0

Sorry to post such a rudimentary question, but I'm getting confused by all the different tutorials and examples (and slashes and hyphens and back-ticks oh my) so I figured I would get someone's experienced input.

I have a .csv which is obviously comma seperated that has several hundred lines which looks like this:

abcd-3096,62#,,100,,,25,,75,3, and it should be formatted like so:

{name: 'abcd-3096', weight : 62, some-field1: null, class: 100, some-field2: null, some-field3: null, unit-weight : 25, some-field4 : null, capacity : 75,   }

I know you'll either want to use awk or sed in order to replace it, and I'm more than fine with doing the formatting in several commands.

I don't expect anyone to format the whole line for me, but I'm hoping some one can show me how to prepend a column with some some text.

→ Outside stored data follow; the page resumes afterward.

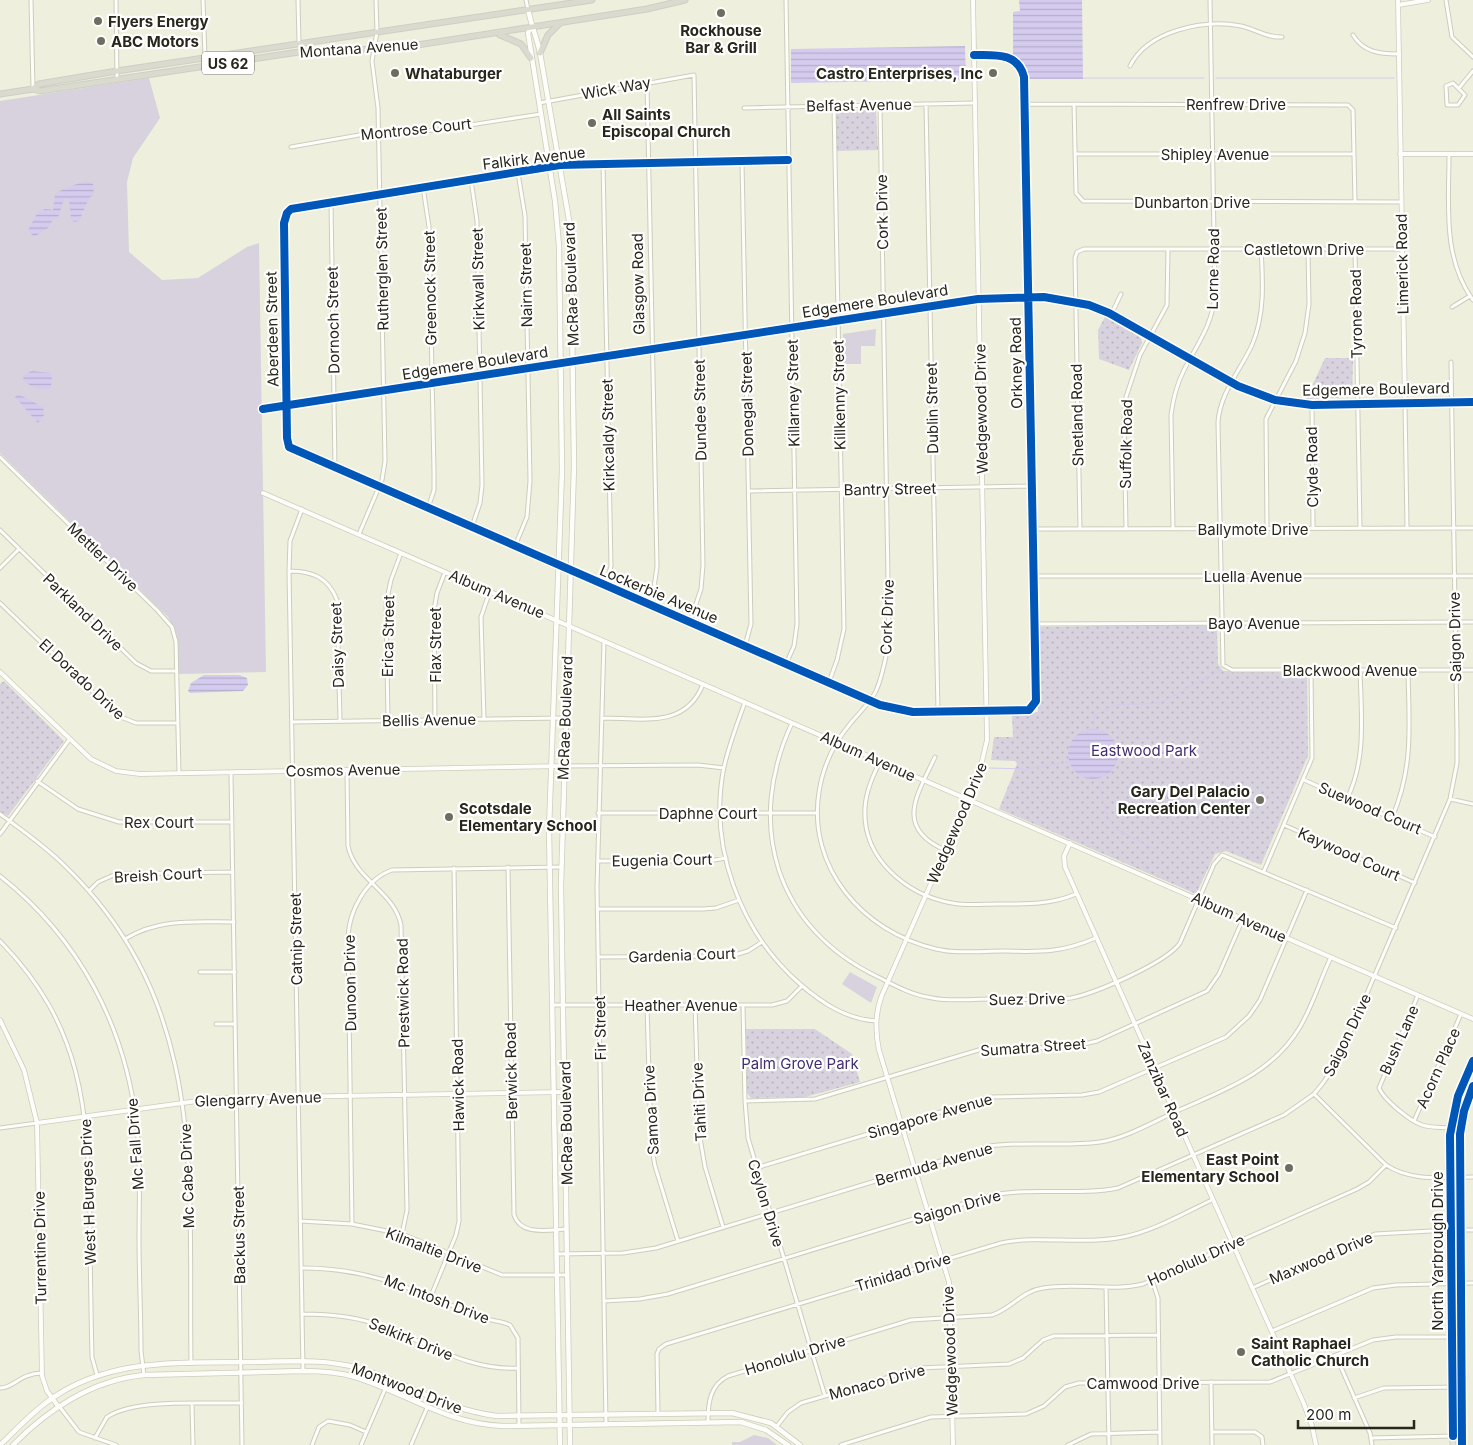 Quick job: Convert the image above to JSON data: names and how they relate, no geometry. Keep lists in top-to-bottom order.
{
  "streets": {
    "highway": ["Montana Avenue", "US 62"],
    "main road": [
      "McRae Boulevard",
      "Edgemere Boulevard",
      "North Yarbrough Drive",
      "Montwood Drive"
    ],
    "street": [
      "Wick Way",
      "Renfrew Drive",
      "Belfast Avenue",
      "Montrose Court",
      "Shipley Avenue",
      "Falkirk Avenue",
      "Dunbarton Drive",
      "Cork Drive",
      "Castletown Drive",
      "Limerick Road",
      "Rutherglen Street",
      "Lorne Road",
      "Kirkwall Street",
      "Glasgow Road",
      "Nairn Street",
      "Greenock Street",
      "Tyrone Road",
      "Dornoch Street",
      "Aberdeen Street",
      "Orkney Road",
      "Killarney Street",
      "Killkenny Street",
      "Donegal Street",
      "Dublin Street",
      "Wedgewood Drive",
      "Dundee Street",
      "Shetland Road",
      "Kirkcaldy Street",
      "Suffolk Road",
      "Clyde Road",
      "Bantry Street",
      "Ballymote Drive",
      "Mettler Drive",
      "Luella Avenue",
      "Album Avenue",
      "Lockerbie Avenue",
      "Parkland Drive",
      "Bayo Avenue",
      "Erica Street",
      "Saigon Drive",
      "Daisy Street",
      "Flax Street",
      "Blackwood Avenue",
      "El Dorado Drive",
      "Bellis Avenue",
      "Cosmos Avenue",
      "Suewood Court",
      "Daphne Court",
      "Rex Court",
      "Kaywood Court",
      "Eugenia Court",
      "Breish Court",
      "Catnip Street",
      "Gardenia Court",
      "Dunoon Drive",
      "Prestwick Road",
      "Suez Drive",
      "Heather Avenue",
      "Fir Street",
      "Bush Lane",
      "Sumatra Street",
      "Acorn Place",
      "Berwick Road",
      "Hawick Road",
      "Zanzibar Road",
      "Glengarry Avenue",
      "Tahiti Drive",
      "Samoa Drive",
      "Singapore Avenue",
      "Mc Fall Drive",
      "Bermuda Avenue",
      "Mc Cabe Drive",
      "West H Burges Drive",
      "Ceylon Drive",
      "Backus Street",
      "Turrentine Drive",
      "Kilmaltie Drive",
      "Maxwood Drive",
      "Honolulu Drive",
      "Trinidad Drive",
      "Mc Intosh Drive",
      "Selkirk Drive",
      "Monaco Drive",
      "Camwood Drive"
    ]
  },
  "crossings": [
    ["Montana Avenue", "Rutherglen Street"],
    ["Montana Avenue", "McRae Boulevard"],
    ["Wick Way", "McRae Boulevard"],
    ["Wick Way", "Glasgow Road"],
    ["Wick Way", "Dundee Street"],
    ["Renfrew Drive", "Shipley Avenue"],
    ["Renfrew Drive", "Dunbarton Drive"],
    ["Renfrew Drive", "Lorne Road"],
    ["Renfrew Drive", "Orkney Road"],
    ["Belfast Avenue", "Cork Drive"],
    ["Belfast Avenue", "Killarney Street"],
    ["Belfast Avenue", "Killkenny Street"],
    ["Belfast Avenue", "Dublin Street"],
    ["Belfast Avenue", "Wedgewood Drive"],
    ["Montrose Court", "Rutherglen Street"],
    ["Montrose Court", "McRae Boulevard"],
    ["Shipley Avenue", "Dunbarton Drive"],
    ["Shipley Avenue", "Lorne Road"],
    ["Falkirk Avenue", "Rutherglen Street"],
    ["Falkirk Avenue", "Kirkwall Street"],
    ["Falkirk Avenue", "McRae Boulevard"],
    ["Falkirk Avenue", "Glasgow Road"],
    ["Falkirk Avenue", "Nairn Street"],
    ["Falkirk Avenue", "Greenock Street"],
    ["Falkirk Avenue", "Dornoch Street"],
    ["Falkirk Avenue", "Aberdeen Street"],
    ["Falkirk Avenue", "Killarney Street"],
    ["Falkirk Avenue", "Donegal Street"],
    ["Falkirk Avenue", "Dundee Street"],
    ["Falkirk Avenue", "Kirkcaldy Street"],
    ["Dunbarton Drive", "Limerick Road"],
    ["Dunbarton Drive", "Lorne Road"],
    ["Cork Drive", "Edgemere Boulevard"],
    ["Cork Drive", "Wedgewood Drive"],
    ["Cork Drive", "Bantry Street"],
    ["Cork Drive", "Album Avenue"],
    ["Cork Drive", "Lockerbie Avenue"],
    ["Cork Drive", "Daphne Court"],
    ["Cork Drive", "Zanzibar Road"],
    ["Castletown Drive", "Limerick Road"],
    ["Castletown Drive", "Lorne Road"],
    ["Castletown Drive", "Edgemere Boulevard"],
    ["Castletown Drive", "Tyrone Road"],
    ["Castletown Drive", "Shetland Road"],
    ["Castletown Drive", "Suffolk Road"],
    ["Limerick Road", "Edgemere Boulevard"],
    ["Limerick Road", "Ballymote Drive"],
    ["Rutherglen Street", "Edgemere Boulevard"],
    ["Rutherglen Street", "Album Avenue"],
    ["Rutherglen Street", "Lockerbie Avenue"],
    ["Lorne Road", "Edgemere Boulevard"],
    ["Lorne Road", "Ballymote Drive"],
    ["Kirkwall Street", "Edgemere Boulevard"],
    ["Kirkwall Street", "Lockerbie Avenue"],
    ["McRae Boulevard", "Edgemere Boulevard"],
    ["McRae Boulevard", "Album Avenue"],
    ["McRae Boulevard", "Lockerbie Avenue"],
    ["McRae Boulevard", "Bellis Avenue"],
    ["McRae Boulevard", "Cosmos Avenue"],
    ["McRae Boulevard", "Dunoon Drive"],
    ["McRae Boulevard", "Heather Avenue"],
    ["McRae Boulevard", "Berwick Road"],
    ["McRae Boulevard", "Glengarry Avenue"],
    ["McRae Boulevard", "Bermuda Avenue"],
    ["McRae Boulevard", "Kilmaltie Drive"],
    ["McRae Boulevard", "Montwood Drive"],
    ["Glasgow Road", "Edgemere Boulevard"],
    ["Glasgow Road", "Lockerbie Avenue"],
    ["Nairn Street", "Edgemere Boulevard"],
    ["Nairn Street", "Lockerbie Avenue"],
    ["Greenock Street", "Edgemere Boulevard"],
    ["Greenock Street", "Lockerbie Avenue"],
    ["Edgemere Boulevard", "Tyrone Road"],
    ["Edgemere Boulevard", "Dornoch Street"],
    ["Edgemere Boulevard", "Aberdeen Street"],
    ["Edgemere Boulevard", "Orkney Road"],
    ["Edgemere Boulevard", "Killarney Street"],
    ["Edgemere Boulevard", "Killkenny Street"],
    ["Edgemere Boulevard", "Donegal Street"],
    ["Edgemere Boulevard", "Dublin Street"],
    ["Edgemere Boulevard", "Wedgewood Drive"],
    ["Edgemere Boulevard", "Dundee Street"],
    ["Edgemere Boulevard", "Shetland Road"],
    ["Edgemere Boulevard", "Kirkcaldy Street"],
    ["Edgemere Boulevard", "Suffolk Road"],
    ["Edgemere Boulevard", "Clyde Road"],
    ["Edgemere Boulevard", "Saigon Drive"],
    ["Tyrone Road", "Ballymote Drive"],
    ["Dornoch Street", "Lockerbie Avenue"],
    ["Aberdeen Street", "Lockerbie Avenue"],
    ["Orkney Road", "Wedgewood Drive"],
    ["Orkney Road", "Bantry Street"],
    ["Orkney Road", "Ballymote Drive"],
    ["Orkney Road", "Luella Avenue"],
    ["Orkney Road", "Lockerbie Avenue"],
    ["Orkney Road", "Bayo Avenue"],
    ["Killarney Street", "Bantry Street"],
    ["Killarney Street", "Lockerbie Avenue"],
    ["Killkenny Street", "Bantry Street"],
    ["Killkenny Street", "Lockerbie Avenue"],
    ["Donegal Street", "Bantry Street"],
    ["Donegal Street", "Lockerbie Avenue"],
    ["Dublin Street", "Bantry Street"],
    ["Dublin Street", "Lockerbie Avenue"],
    ["Wedgewood Drive", "Bantry Street"],
    ["Wedgewood Drive", "Album Avenue"],
    ["Wedgewood Drive", "Lockerbie Avenue"],
    ["Wedgewood Drive", "Saigon Drive"],
    ["Wedgewood Drive", "Suez Drive"],
    ["Wedgewood Drive", "Sumatra Street"],
    ["Wedgewood Drive", "Singapore Avenue"],
    ["Wedgewood Drive", "Bermuda Avenue"],
    ["Wedgewood Drive", "Honolulu Drive"],
    ["Wedgewood Drive", "Trinidad Drive"],
    ["Wedgewood Drive", "Monaco Drive"],
    ["Wedgewood Drive", "Camwood Drive"],
    ["Dundee Street", "Lockerbie Avenue"],
    ["Shetland Road", "Ballymote Drive"],
    ["Kirkcaldy Street", "Lockerbie Avenue"],
    ["Suffolk Road", "Ballymote Drive"],
    ["Clyde Road", "Ballymote Drive"],
    ["Ballymote Drive", "Saigon Drive"],
    ["Mettler Drive", "Parkland Drive"],
    ["Mettler Drive", "El Dorado Drive"],
    ["Mettler Drive", "Cosmos Avenue"],
    ["Luella Avenue", "Saigon Drive"],
    ["Album Avenue", "Erica Street"],
    ["Album Avenue", "Saigon Drive"],
    ["Album Avenue", "Flax Street"],
    ["Album Avenue", "Catnip Street"],
    ["Album Avenue", "Suez Drive"],
    ["Album Avenue", "Fir Street"],
    ["Album Avenue", "Bush Lane"],
    ["Album Avenue", "Sumatra Street"],
    ["Album Avenue", "Acorn Place"],
    ["Album Avenue", "Zanzibar Road"],
    ["Album Avenue", "Singapore Avenue"],
    ["Album Avenue", "Bermuda Avenue"],
    ["Bayo Avenue", "Saigon Drive"],
    ["Bayo Avenue", "Blackwood Avenue"],
    ["Erica Street", "Bellis Avenue"],
    ["Saigon Drive", "Blackwood Avenue"],
    ["Saigon Drive", "Suewood Court"],
    ["Saigon Drive", "Kaywood Court"],
    ["Saigon Drive", "Suez Drive"],
    ["Saigon Drive", "Fir Street"],
    ["Saigon Drive", "Zanzibar Road"],
    ["Saigon Drive", "Ceylon Drive"],
    ["Daisy Street", "Bellis Avenue"],
    ["Daisy Street", "Catnip Street"],
    ["Flax Street", "Bellis Avenue"],
    ["Bellis Avenue", "Catnip Street"],
    ["Cosmos Avenue", "Catnip Street"],
    ["Cosmos Avenue", "Prestwick Road"],
    ["Cosmos Avenue", "Fir Street"],
    ["Cosmos Avenue", "Backus Street"],
    ["Daphne Court", "Suez Drive"],
    ["Daphne Court", "Fir Street"],
    ["Rex Court", "Backus Street"],
    ["Eugenia Court", "Fir Street"],
    ["Breish Court", "Mc Cabe Drive"],
    ["Breish Court", "Backus Street"],
    ["Catnip Street", "Glengarry Avenue"],
    ["Catnip Street", "Kilmaltie Drive"],
    ["Catnip Street", "Mc Intosh Drive"],
    ["Catnip Street", "Selkirk Drive"],
    ["Catnip Street", "Montwood Drive"],
    ["Gardenia Court", "Fir Street"],
    ["Dunoon Drive", "Prestwick Road"],
    ["Dunoon Drive", "Berwick Road"],
    ["Dunoon Drive", "Hawick Road"],
    ["Dunoon Drive", "Glengarry Avenue"],
    ["Dunoon Drive", "Kilmaltie Drive"],
    ["Prestwick Road", "Glengarry Avenue"],
    ["Prestwick Road", "Kilmaltie Drive"],
    ["Suez Drive", "Zanzibar Road"],
    ["Suez Drive", "Singapore Avenue"],
    ["Heather Avenue", "Fir Street"],
    ["Heather Avenue", "Tahiti Drive"],
    ["Heather Avenue", "Samoa Drive"],
    ["Heather Avenue", "Ceylon Drive"],
    ["Fir Street", "Bermuda Avenue"],
    ["Fir Street", "Montwood Drive"],
    ["Bush Lane", "Acorn Place"],
    ["Bush Lane", "North Yarbrough Drive"],
    ["Sumatra Street", "Zanzibar Road"],
    ["Sumatra Street", "Ceylon Drive"],
    ["Berwick Road", "Glengarry Avenue"],
    ["Hawick Road", "Glengarry Avenue"],
    ["Hawick Road", "Kilmaltie Drive"],
    ["Hawick Road", "Mc Intosh Drive"],
    ["Zanzibar Road", "Singapore Avenue"],
    ["Zanzibar Road", "Bermuda Avenue"],
    ["Zanzibar Road", "Maxwood Drive"],
    ["Zanzibar Road", "Honolulu Drive"],
    ["Zanzibar Road", "Trinidad Drive"],
    ["Zanzibar Road", "Camwood Drive"],
    ["Glengarry Avenue", "Mc Fall Drive"],
    ["Glengarry Avenue", "Mc Cabe Drive"],
    ["Glengarry Avenue", "West H Burges Drive"],
    ["Glengarry Avenue", "Backus Street"],
    ["Glengarry Avenue", "Turrentine Drive"],
    ["Tahiti Drive", "Bermuda Avenue"],
    ["Samoa Drive", "Bermuda Avenue"],
    ["Singapore Avenue", "Ceylon Drive"],
    ["Mc Fall Drive", "Montwood Drive"],
    ["Bermuda Avenue", "Ceylon Drive"],
    ["Mc Cabe Drive", "Montwood Drive"],
    ["West H Burges Drive", "Montwood Drive"],
    ["Ceylon Drive", "Honolulu Drive"],
    ["Ceylon Drive", "Trinidad Drive"],
    ["Ceylon Drive", "Monaco Drive"],
    ["Backus Street", "Montwood Drive"],
    ["Turrentine Drive", "Montwood Drive"],
    ["North Yarbrough Drive", "Maxwood Drive"],
    ["North Yarbrough Drive", "Camwood Drive"],
    ["Honolulu Drive", "Montwood Drive"],
    ["Trinidad Drive", "Montwood Drive"],
    ["Mc Intosh Drive", "Selkirk Drive"],
    ["Mc Intosh Drive", "Montwood Drive"],
    ["Monaco Drive", "Montwood Drive"]
  ],
  "parks": ["Eastwood Park", "Palm Grove Park"],
  "places": [
    "Rockhouse Bar & Grill",
    "Flyers Energy",
    "ABC Motors",
    "Whataburger",
    "Castro Enterprises, Inc",
    "All Saints Episcopal Church",
    "Gary Del Palacio Recreation Center",
    "Scotsdale Elementary School",
    "East Point Elementary School",
    "Saint Raphael Catholic Church"
  ],
  "scale_bar": "200 m"
}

I can't seem to find a reliable explanation of the command anywhere online.

Csteele5
  • 1,262
  • 1
  • 18
  • 36

1 Answers1

2

You can use negating character classes like [^,] for this:

sed -r 's/^([^,]*),([^,]*),([^,]*)/{ name: "\1", weight: "\2", somefield1: "\3" }/' file.csv

The example uses only 3 groups for simplicity ... but you get the idea.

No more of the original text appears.